Research output: Contribution to journalArticle

123 Scopus citations

Abstract

Costimulation mediated by the CD28 receptor has been shown to play an important role in the development of a vigorous T cell immune response. Nevertheless, CD28-deficient mice can mount effective T cell-dependent immune responses. These data suggest that other costimulatory molecules may play a role in T cell activation. In a search for other costimulatory receptors on T ceils, we have characterized a monoclonal antibody (mAb) that can costimulate T cells in the absence of accessory cells. Similar to CD28 antibodies, this mAb, R2/60, was found to synergize with T cell receptor engagement in inducing proliferation.
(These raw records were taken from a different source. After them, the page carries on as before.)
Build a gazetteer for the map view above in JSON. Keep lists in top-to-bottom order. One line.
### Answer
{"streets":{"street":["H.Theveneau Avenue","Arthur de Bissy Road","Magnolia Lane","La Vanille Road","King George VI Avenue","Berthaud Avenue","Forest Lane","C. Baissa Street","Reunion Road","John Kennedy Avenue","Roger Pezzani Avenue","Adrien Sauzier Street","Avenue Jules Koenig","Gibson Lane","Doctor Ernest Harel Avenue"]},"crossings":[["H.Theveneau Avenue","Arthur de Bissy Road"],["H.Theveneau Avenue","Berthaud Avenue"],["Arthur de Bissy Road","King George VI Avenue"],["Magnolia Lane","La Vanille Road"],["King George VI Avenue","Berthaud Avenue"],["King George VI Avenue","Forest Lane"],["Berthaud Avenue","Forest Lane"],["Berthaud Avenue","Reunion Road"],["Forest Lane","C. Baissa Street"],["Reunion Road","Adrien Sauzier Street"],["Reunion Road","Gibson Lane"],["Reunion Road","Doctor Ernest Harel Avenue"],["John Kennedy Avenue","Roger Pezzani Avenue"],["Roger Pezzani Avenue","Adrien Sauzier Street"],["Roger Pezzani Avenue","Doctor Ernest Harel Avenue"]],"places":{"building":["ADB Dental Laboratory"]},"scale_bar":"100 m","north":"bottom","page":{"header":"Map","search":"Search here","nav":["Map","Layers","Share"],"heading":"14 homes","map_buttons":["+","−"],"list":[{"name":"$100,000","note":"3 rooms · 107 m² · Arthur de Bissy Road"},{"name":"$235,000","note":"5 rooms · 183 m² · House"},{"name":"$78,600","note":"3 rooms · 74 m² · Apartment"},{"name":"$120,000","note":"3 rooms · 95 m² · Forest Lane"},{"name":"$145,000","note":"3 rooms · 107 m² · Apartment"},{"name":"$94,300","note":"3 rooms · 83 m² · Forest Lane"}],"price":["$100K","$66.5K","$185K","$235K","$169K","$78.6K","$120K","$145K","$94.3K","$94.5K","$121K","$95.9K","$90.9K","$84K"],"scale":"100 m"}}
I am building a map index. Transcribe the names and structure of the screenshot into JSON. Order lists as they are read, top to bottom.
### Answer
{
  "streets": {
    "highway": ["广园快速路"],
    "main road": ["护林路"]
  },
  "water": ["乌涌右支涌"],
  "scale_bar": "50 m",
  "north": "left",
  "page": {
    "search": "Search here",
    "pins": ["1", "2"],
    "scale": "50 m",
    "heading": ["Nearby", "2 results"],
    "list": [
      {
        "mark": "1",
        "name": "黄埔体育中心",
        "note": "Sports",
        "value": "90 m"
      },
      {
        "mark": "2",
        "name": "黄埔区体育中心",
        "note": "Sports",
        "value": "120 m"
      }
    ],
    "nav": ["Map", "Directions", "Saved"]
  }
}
Independent ligation of CD3 and the ligand recognized by R2/60 results in T cell proliferation, suggesting that the two molecules do not have to colocalize to activate the R2/60 costimulatory pathway. R2/60 does not react with CD28, and furthermore, R2/60 costimulates in a CD28-independent fashion since the mAb costimulates T cells from the CD28-deficient mice as well as wild-type mice. Expression doning of the R2/60 antigen identified the ligand as murine CD43. Together, these data demonstrate that CD43 can serve as a receptor on T cells that can provide CD28-independent costimulation.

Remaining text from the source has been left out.